Rocketman: Enough fuel and fire for liftoff

★★★☆☆

I entered the screening of Rocketman ignorant to Elton John’s life and work, and a little sceptical of the film’s accuracy (as I am with most biopics). Without the burden of knowledge of his past, I was free to enjoy the film unencumbered. From the trippy fantasy sequences to the emotional turmoil, it was a rollercoaster set to a score of Elton’s greatest hits.

The entire score being music from a single artist is very restrictive when it comes to matching songs with scenes. For the most part, the relationships were clear and rational; however, occasional numbers felt shoehorned with little relation to plot. Other songs complemented scenes, with special effects and choreography that were creative and fun, flowing seamlessly through the years of his rise and fall.

The transitions between scenes during the drug fuelled years reflect the loss of time Elton may have experienced. Passing out in one place and waking in another maybe days later. This was a part of Elton’s life that I was unaware of, often being sad to witness and difficult to watch. Unfortunately, it seems to be a recurring theme in the lives of artists. Manipulated by a smooth-talking corporate demon and led in to a spiral of sex, drugs and alcohol.

Taron Edgerton puts in a great performance, as do the supporting cast, portraying dizzying highs, devastating lows, and heart-breaking neglect. His cruel mother (Bryce Dallas-Howard), disgusted father (Steven Mackintosh) and ruthless manager (Richard Madden) all dismiss him. But lyricist Bernie Taupin, played by the brilliant Jamie Bell, remained forever loyal and loving.

A special shoutout to Stephen Graham, whose hilarious performance as ex-manager Dick James almost steals the show.

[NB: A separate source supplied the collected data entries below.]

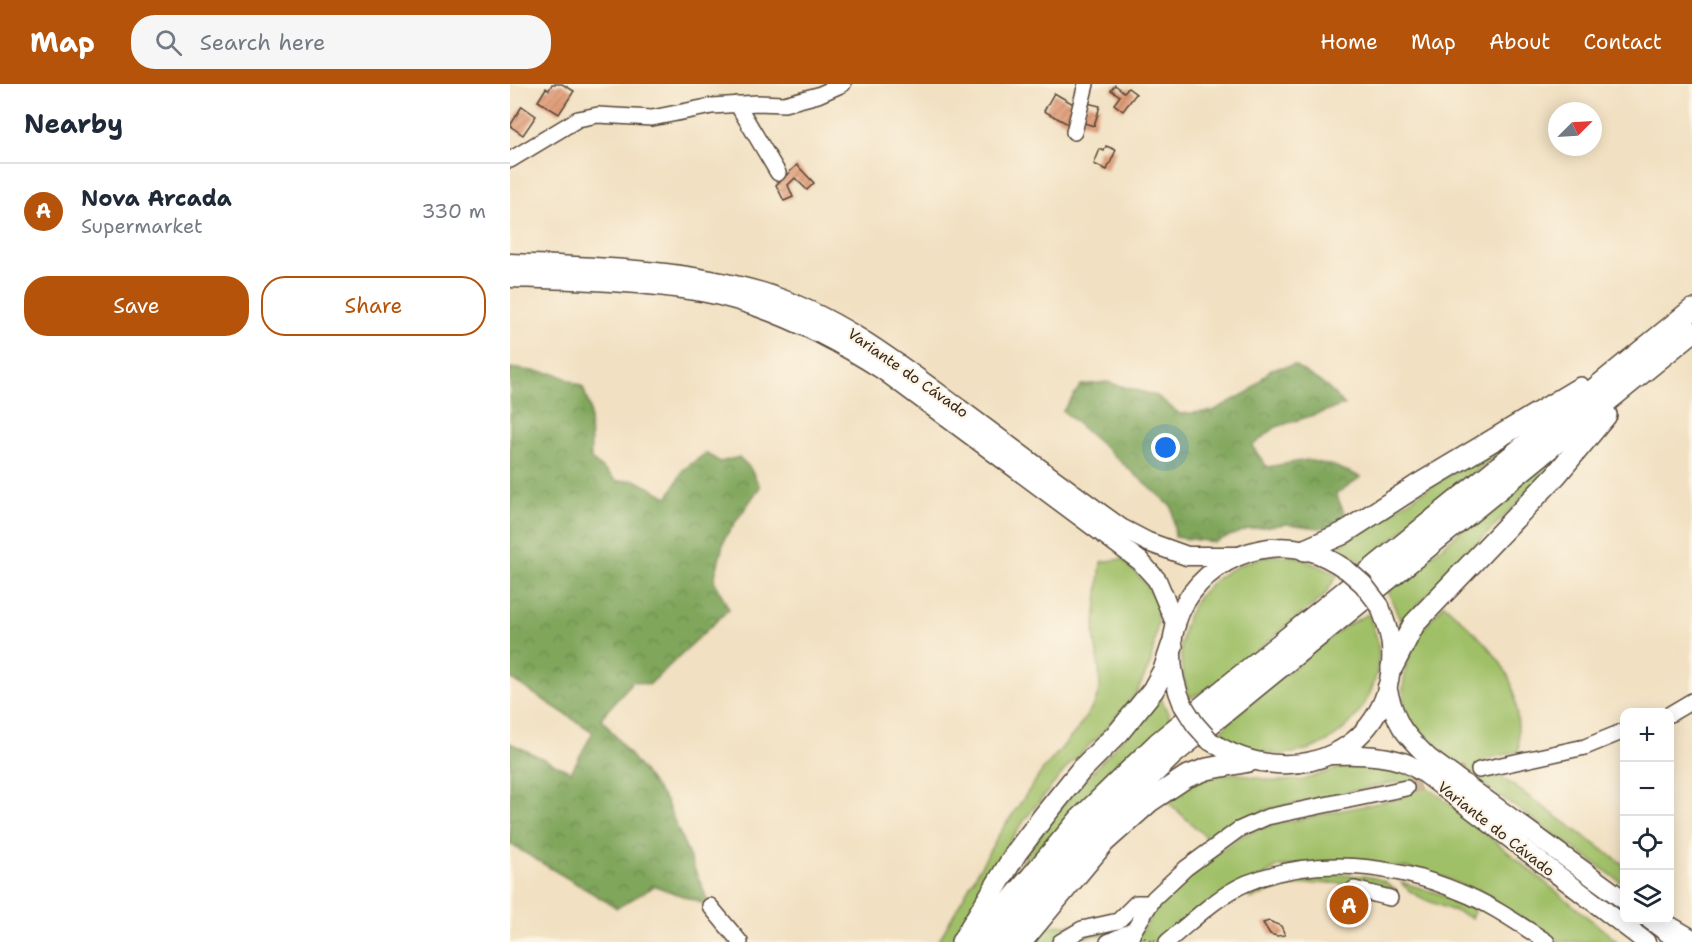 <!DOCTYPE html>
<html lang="en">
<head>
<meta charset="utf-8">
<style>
	body { margin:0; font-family:"Shantell Sans",sans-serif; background:#f6f6f7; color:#1f2937 }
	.controls { position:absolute; right:18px; bottom:18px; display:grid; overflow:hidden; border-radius:12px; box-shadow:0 3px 15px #0003 }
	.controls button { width:54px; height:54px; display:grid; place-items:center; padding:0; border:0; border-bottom:2px solid #e0e1e3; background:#fff; color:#1f2937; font:30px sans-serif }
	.compass { position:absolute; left:1038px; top:18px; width:54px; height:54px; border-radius:50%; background:#fff; box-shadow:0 3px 15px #0003; rotate:66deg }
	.you { position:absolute; left:656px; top:364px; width:21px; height:21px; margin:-15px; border:4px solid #fff; border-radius:50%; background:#1a73e8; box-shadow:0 0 0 9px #1a73e833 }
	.badge { display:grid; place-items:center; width:39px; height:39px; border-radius:50%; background:#b45309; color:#fff; font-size:20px; font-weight:700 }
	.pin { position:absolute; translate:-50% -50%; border:3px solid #fff; box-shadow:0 2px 6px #0006 }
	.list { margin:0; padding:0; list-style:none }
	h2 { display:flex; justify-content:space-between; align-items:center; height:78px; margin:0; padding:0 24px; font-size:26px }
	h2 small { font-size:20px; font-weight:400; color:#747a83 }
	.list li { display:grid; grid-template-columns:39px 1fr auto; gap:18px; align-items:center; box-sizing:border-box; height:96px; padding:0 24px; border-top:2px solid #e0e1e3 }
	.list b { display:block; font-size:22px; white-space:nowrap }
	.list p { margin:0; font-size:20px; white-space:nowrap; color:#747a83 }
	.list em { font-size:20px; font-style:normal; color:#747a83 }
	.actions { display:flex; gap:12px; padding:18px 24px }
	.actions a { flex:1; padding:14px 0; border:2px solid #b45309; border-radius:24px; text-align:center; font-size:21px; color:#b45309 }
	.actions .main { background:#b45309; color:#fff }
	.icon { flex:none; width:33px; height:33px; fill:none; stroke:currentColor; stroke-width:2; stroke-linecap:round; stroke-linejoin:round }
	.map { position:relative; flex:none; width:1182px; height:858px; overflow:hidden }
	header { display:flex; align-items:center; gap:36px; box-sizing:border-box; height:84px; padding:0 30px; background:#b45309; color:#fff }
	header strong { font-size:28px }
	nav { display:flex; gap:33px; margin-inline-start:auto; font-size:21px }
	.search { width:420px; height:54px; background:#f6f6f7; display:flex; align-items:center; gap:15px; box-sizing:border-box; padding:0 21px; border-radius:24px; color:#747a83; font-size:22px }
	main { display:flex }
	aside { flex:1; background:#fff }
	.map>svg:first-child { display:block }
	.green { fill:#a0c068; stroke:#6e7543; stroke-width:1.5 }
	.forest { fill:url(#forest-crowns); stroke:#5e683d; stroke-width:1.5 }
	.building { fill:url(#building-hatch) }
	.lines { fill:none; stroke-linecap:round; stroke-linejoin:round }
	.minor-tunnel { stroke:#cdbca0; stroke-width:15; stroke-dasharray:15 8; stroke-linecap:butt }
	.minor-casing { stroke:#564536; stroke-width:18 }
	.major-casing { stroke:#564536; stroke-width:21 }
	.highway-casing { stroke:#564536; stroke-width:24 }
	.path { stroke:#564536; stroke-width:1.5; stroke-dasharray:1.5 4.5; stroke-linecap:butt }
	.minor { stroke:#fff; stroke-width:15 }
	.major { stroke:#fff; stroke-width:18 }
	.highway { stroke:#fff; stroke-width:21 }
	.major-bridge-casing { stroke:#564536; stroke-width:21; stroke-linecap:butt }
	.major-bridge { stroke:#fff; stroke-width:18 }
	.labels { text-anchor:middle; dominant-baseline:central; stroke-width:4.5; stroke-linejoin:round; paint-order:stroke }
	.street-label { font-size:15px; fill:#3b2a1e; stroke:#fcf5e5 }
</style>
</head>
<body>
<header>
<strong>Map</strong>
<div class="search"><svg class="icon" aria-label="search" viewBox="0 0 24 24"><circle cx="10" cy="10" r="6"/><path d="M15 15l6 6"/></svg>Search here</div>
<nav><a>Home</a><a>Map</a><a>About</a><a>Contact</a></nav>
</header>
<main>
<aside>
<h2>Nearby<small></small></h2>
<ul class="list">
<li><span class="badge">A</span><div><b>Nova Arcada</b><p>Supermarket</p></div><em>330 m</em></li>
</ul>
<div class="actions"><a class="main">Save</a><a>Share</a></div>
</aside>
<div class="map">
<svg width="1182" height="858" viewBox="0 0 1182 858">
	<defs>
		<pattern id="forest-crowns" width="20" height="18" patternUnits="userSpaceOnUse" patternTransform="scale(1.5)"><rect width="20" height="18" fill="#80a65c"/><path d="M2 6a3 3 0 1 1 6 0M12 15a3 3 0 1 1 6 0" fill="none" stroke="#6a874b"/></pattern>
		<pattern id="building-hatch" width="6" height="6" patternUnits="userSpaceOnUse" patternTransform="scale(1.5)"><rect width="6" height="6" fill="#df946d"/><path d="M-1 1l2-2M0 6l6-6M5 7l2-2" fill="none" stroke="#b67959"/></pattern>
	</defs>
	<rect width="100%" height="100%" fill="#fcf5e5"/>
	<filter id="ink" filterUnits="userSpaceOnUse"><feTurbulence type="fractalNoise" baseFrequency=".0167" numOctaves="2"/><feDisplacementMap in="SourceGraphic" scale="12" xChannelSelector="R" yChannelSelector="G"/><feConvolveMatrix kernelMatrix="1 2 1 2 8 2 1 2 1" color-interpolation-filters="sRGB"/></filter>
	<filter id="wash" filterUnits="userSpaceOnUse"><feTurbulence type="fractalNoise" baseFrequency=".008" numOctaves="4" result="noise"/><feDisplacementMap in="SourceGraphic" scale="24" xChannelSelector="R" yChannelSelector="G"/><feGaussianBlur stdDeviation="1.35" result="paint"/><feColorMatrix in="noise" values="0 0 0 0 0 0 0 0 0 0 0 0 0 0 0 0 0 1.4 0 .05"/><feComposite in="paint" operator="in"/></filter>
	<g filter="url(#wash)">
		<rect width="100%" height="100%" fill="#f1e0c1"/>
		<g class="green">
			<path d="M1044,324L853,479L828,462Z"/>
			<path d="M1068,351C1013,417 949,476 891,539L878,507Z"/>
			<path d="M764,471L785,472L828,490L814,512L703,602L680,614C652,543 690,483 764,471Z"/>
			<path d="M612,475L627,490L640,506L646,517L648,537L641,578L627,608L594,647L559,681L516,734L498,761L443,858H428L488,752L532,687L567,646L585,619L590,604L589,584L584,550L591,478Z"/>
			<path d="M934,520C956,540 994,573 1002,602C1008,623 1008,646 1009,667L981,674L971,679L974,692H990L1114,781V800L946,681L908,647L895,626L893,606L896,581L908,551Z"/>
			<path d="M858,530C862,540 867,551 868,561C873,612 834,662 783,669C756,673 732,664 709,650L724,632L834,543Z"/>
			<path d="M650,613L661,635L463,858L493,804L549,725Z"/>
			<path d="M853,679L874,682L899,690L927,710L1108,858H1049L973,811L933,793L894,783L769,782L650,858H625L653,813L685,785L731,752L761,741L892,714L896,709L892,699L886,698L755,726L723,739L698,755L656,716L674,704L696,694L725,689L763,697L793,696L836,682Z"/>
			<path d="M818,791C840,792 868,788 885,805C832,797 791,794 740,815C750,795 798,794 818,791Z"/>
			<path d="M891,798L927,809L963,824L964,828L961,834C941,824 903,816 891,798Z"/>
			<path d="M629,820C624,827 620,838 613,844C601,855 580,846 568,858H521L534,842C575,841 592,837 629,820Z"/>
		</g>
		<g class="forest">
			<path d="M784,281L815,301L835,321L766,343L742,362L757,383L797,376L824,382L851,393L826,410L838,438L810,444L776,440L738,445L704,458L665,453L662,423L553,327L571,301L597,298L647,312L670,330L703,327L740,307L761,285Z"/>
			<path d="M0,284L47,290L73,303L80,324L81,375L107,397L125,396L158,413L173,386L196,369L210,378L229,373L240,384L250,403L215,453L204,496L219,525L139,601L123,597L91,634L156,717L200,822L145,802L107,824L0,760V659L61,688L83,648L0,594Z"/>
		</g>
		<g id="blocks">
			<g class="building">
				<path d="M42,0H52L64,7L49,30L28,17L36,4L39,6Z"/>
				<path d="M605,1L614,8L618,4L626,10L613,27L604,20L610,12L601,6Z"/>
				<path d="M544,9L567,22L558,40L534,27Z"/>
				<path d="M577,19L590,22L584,42L571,38Z"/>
				<path d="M12,22L26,32L13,51L0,42Z"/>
				<path d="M596,62L606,66L597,86L584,80L590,65L594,67Z"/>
				<path d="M287,81L304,99L297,106L285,94L278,101L283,113L274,117L266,101Z"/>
				<path d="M759,837L771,842L775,851L767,852L760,850L753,839Z"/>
			</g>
		</g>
	</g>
	<g filter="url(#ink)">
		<use href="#blocks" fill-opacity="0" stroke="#564536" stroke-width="1.5"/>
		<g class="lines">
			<path class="minor-tunnel" d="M896,704L969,686"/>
			<g class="minor-casing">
				<g id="minor">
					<path d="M227,20L268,89"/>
					<path d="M564,48L576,0"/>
					<path d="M0,76L68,35L88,31L142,34L202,22L247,19L274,20L308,11L333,0"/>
					<path d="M1160,630L1182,617"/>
					<path d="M969,686L1075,663L1114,647"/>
					<path d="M844,805L880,814"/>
					<path d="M200,822L230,858"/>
					<path d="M1153,836L1182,853"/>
					<path d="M550,858L572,845L608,837L626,819H641"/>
					<path d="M598,858L624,846"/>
					<path d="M619,858L624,846L644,814L676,784L728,746L757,733L896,704"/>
					<path d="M657,858C682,837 707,812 737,799C805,771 884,780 950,808C981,820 1009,840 1037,858"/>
				</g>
			</g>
			<g class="major-casing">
				<g id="major">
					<path d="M0,179C85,183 170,184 252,208C327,231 388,279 450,325C504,365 557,405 611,444L638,458L677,472H728"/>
					<path d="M0,194C63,196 128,197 191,208C257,220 318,251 374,287L630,477L647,496L666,541"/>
					<path d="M877,603C886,640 892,648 919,674L1114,816"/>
					<path d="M673,621C665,602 661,584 662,563C665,498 733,451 796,466C811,470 824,477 837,486"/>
					<path d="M700,657C782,711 888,667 881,562C880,548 874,535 870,522"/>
					<path d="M822,671C845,670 871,670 893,678C900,680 907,686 914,689L1136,858"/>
					<path d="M1140,836L1170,858"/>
				</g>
			</g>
			<g class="highway-casing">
				<g id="highway">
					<path d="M795,466L832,450L908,401L1070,304"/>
					<path d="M882,583L904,540L1046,391L1096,331"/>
					<path d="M452,858L506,769L534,732L571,686L609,648L643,606L654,586L662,562"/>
					<path d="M472,858L496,823L570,735L648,659L1182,226"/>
					<path d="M494,858L510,835L583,748L663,670L1182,248"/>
					<path d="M511,858L594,758L640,717L676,693L697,685L739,677"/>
				</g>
			</g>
			<path class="path" d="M634,853L642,858L645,856"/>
			<use href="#minor" class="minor"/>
			<use href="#major" class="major"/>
			<use href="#highway" class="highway"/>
			<g class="major-bridge-casing">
				<g id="major-bridge">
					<path d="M837,486L853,500L870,522"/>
					<path d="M673,621L685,640L700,657"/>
				</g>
			</g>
			<use href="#major-bridge" class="major-bridge"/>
		</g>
	</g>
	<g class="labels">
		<g class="street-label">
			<text transform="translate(398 289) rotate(35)">Variante do Cávado</text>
			<text transform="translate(986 745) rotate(38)">Variante do Cávado</text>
		</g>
	</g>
</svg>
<div class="controls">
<button>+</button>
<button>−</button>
<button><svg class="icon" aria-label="locate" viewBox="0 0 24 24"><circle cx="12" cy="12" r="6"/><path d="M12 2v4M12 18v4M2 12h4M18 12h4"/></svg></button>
<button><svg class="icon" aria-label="layers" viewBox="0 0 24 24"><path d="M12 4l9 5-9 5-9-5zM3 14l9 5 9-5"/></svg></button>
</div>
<svg class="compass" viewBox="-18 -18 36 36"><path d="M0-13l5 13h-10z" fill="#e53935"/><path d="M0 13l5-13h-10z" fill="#747a83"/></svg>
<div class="you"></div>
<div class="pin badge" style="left:839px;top:821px">A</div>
</div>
</main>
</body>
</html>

Although comparisons have drawn between Rocketman and Bohemian Rhapsody, I find them to be very different films, as if one being a musical and the other a film with music. With Rocketman director Dexter Fletcher (who completed filming of Bohemian Rhapsody) has created a gritty representation of Elton’s life as opposed to a nostalgic celebration. It leaves you feeling drained rather than elated. It may not be an epic, but it is as colourful as the subject which is all we could have asked for.